Task prompt
Going line by line through the records below, count those containing the word "AVENUE", then give only the count.

------ Records shown ------

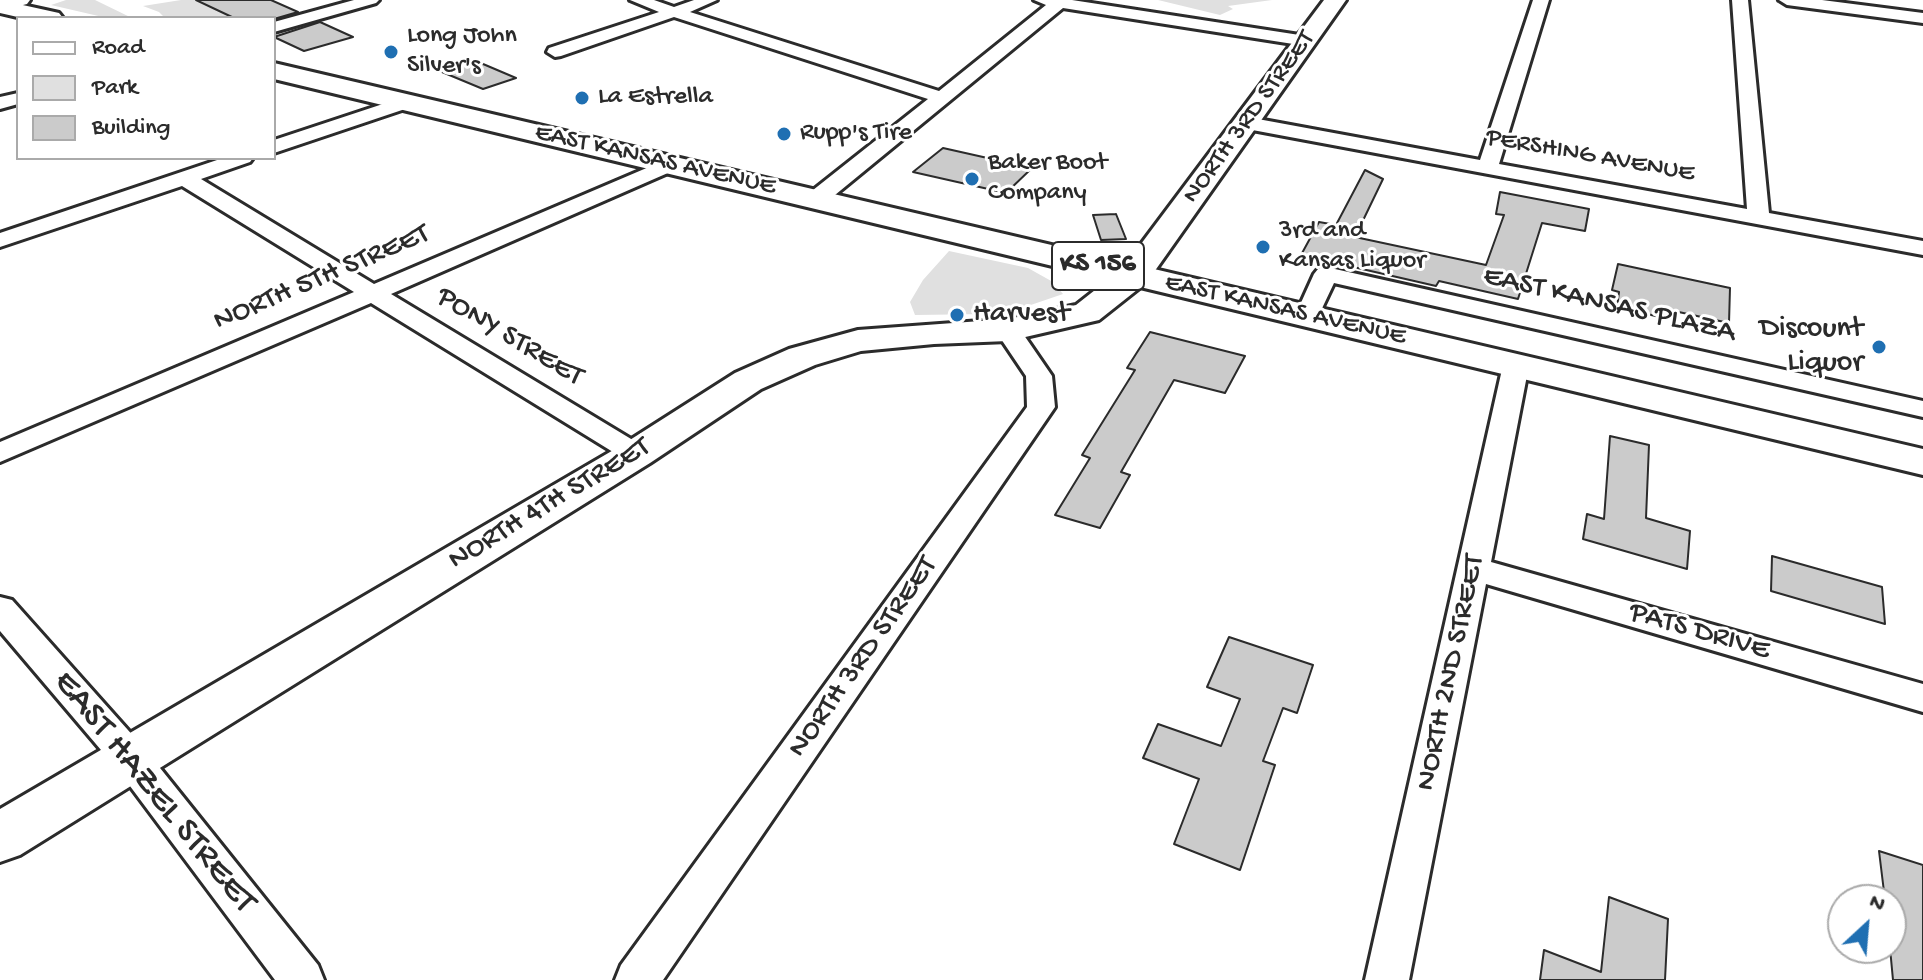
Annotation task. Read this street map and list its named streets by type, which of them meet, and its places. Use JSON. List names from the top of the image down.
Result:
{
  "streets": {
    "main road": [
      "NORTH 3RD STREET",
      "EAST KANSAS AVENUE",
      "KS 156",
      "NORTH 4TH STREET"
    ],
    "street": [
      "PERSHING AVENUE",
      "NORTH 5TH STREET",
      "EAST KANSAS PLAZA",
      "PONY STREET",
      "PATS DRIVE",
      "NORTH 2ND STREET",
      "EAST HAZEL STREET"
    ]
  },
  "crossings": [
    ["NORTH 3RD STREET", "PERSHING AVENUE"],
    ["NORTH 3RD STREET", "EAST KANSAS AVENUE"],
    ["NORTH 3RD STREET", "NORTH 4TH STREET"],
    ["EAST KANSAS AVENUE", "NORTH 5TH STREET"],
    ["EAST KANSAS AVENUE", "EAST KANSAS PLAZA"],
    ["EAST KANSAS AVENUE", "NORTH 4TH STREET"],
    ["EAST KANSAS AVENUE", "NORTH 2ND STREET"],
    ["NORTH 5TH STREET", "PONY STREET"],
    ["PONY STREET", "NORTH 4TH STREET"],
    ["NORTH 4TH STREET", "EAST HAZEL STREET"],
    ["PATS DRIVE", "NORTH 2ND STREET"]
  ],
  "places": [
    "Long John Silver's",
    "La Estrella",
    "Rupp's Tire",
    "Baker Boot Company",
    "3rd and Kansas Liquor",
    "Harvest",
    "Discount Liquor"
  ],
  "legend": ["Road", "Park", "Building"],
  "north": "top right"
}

------

Output below
8